Volvemos a las clases de historia de Castilla. Dejábamos a Almanzor tomando el poder en Córdoba. Un golpe palaciego para saltarse las normas y dominarlo todo. Hoy diríamos un “autogolpe”. Su dictadura militar daría muchos problemas a los cristianos norteños. Le apoyaron las masas populares y los alfaquíes, es decir, los doctores de la jurisprudencia islámica que otorgaban la legitimidad que Almanzor no tenía. ¿Problema? Para seducirlos fue cruel y bárbaro. O, tal vez, era así el muchacho.

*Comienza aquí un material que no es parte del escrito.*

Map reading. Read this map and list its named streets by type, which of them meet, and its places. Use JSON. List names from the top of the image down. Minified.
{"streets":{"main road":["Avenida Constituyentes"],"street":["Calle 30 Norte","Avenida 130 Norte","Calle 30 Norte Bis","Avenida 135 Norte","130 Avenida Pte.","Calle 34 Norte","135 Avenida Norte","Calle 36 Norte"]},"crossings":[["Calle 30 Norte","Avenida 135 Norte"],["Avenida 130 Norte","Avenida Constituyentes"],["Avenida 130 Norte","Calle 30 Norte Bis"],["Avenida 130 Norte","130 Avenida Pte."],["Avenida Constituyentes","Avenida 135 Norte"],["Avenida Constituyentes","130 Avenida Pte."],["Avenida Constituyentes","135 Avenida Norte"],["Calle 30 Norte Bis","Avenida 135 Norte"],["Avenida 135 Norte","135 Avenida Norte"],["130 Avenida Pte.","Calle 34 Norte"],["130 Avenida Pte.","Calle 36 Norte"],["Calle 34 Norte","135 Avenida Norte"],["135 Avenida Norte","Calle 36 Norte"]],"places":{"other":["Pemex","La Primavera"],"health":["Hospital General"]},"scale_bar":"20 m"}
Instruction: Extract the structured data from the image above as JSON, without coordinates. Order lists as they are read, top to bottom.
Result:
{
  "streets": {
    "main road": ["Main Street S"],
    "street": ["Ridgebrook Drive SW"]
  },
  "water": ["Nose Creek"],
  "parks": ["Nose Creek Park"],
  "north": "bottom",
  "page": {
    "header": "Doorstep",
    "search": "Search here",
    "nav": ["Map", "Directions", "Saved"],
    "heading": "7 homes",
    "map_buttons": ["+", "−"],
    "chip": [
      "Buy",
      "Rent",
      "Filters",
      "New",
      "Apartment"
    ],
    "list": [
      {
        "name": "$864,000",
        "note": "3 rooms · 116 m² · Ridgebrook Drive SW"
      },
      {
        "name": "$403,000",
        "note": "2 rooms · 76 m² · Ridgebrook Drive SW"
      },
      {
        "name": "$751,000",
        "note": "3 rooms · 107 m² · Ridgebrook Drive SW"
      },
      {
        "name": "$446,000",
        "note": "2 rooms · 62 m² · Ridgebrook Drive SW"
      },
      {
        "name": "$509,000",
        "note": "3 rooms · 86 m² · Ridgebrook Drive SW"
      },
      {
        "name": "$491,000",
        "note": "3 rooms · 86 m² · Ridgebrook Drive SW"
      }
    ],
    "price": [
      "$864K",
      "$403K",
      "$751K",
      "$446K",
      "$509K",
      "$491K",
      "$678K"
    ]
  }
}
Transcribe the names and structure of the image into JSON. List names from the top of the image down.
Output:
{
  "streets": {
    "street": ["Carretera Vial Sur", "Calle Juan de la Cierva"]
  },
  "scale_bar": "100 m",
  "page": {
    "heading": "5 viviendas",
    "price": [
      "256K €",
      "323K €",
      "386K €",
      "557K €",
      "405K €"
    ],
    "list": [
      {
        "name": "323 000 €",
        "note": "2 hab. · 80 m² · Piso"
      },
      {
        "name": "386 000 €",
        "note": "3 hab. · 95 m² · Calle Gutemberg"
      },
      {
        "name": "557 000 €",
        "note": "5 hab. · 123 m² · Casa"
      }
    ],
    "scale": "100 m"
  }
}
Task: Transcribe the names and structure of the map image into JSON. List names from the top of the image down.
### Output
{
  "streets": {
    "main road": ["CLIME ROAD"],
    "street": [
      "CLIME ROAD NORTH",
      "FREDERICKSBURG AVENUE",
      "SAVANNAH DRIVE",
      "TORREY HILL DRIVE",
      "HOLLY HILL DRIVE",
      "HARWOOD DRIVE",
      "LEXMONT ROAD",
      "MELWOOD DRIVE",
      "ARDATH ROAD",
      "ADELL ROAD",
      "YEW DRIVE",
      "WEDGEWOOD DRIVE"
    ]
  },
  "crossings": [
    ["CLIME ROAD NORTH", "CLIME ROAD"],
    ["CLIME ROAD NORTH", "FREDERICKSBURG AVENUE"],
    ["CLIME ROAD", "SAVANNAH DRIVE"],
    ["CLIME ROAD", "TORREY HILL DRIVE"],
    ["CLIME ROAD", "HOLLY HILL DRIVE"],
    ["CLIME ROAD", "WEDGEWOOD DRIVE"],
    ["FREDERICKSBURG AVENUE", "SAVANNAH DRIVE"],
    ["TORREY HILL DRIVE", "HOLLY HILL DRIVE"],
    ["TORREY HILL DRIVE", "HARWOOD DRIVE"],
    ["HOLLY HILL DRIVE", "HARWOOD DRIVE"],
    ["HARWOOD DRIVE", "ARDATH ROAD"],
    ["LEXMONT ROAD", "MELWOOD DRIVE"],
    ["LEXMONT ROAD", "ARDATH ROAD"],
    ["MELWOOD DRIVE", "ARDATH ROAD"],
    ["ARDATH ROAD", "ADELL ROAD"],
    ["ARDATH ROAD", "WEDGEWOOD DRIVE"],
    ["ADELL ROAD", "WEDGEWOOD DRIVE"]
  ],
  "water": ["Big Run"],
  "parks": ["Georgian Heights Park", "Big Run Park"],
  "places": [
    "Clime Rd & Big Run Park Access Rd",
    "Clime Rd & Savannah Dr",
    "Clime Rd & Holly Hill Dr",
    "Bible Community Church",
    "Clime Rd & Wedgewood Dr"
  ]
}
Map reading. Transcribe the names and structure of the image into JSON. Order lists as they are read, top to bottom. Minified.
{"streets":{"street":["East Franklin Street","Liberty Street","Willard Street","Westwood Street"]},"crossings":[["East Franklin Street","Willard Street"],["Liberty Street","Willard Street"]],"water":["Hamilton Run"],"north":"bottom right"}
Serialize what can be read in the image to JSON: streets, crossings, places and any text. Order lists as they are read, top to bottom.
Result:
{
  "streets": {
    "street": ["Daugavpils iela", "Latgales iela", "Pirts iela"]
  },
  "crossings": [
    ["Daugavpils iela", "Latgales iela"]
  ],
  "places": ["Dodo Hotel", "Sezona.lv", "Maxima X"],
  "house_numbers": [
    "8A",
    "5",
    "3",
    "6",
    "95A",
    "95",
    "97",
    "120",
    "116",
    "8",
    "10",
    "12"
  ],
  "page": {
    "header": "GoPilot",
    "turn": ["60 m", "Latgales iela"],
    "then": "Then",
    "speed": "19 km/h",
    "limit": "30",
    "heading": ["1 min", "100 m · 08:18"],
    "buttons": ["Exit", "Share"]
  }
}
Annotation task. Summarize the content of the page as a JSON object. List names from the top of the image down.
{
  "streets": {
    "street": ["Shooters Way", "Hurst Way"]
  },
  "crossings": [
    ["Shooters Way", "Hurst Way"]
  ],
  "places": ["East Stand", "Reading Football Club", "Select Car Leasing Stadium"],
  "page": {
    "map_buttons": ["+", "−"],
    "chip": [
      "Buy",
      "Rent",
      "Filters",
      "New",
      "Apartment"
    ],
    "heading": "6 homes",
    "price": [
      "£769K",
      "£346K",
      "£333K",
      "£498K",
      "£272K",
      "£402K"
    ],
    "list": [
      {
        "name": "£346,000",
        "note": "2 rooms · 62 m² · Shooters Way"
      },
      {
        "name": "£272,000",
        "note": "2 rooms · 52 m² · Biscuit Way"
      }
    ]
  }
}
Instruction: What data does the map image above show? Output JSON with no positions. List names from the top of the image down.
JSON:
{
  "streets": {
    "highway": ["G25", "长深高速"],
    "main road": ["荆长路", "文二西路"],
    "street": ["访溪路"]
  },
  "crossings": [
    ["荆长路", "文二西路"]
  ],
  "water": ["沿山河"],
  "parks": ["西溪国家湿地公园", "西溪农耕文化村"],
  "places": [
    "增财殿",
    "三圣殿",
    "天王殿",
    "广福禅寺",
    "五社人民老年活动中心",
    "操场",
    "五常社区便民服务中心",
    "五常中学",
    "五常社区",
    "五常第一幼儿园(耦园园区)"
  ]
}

Este perfil aterrador se comprobó en 979 cuando desbarató una conjura promovida por un grupo de militares, funcionarios y jueces para colocar a otro nieto del califa Abderramán III, llamado igualmente Abderramán en su lugar. Almanzor lo mandó asesinar. Después, hizo crucificar en público al principal cabecilla de la conjura, un tal Abd al-Malik. Y la misma suerte corrieron todos los que le pareció que andaban metidos en aquel fregado.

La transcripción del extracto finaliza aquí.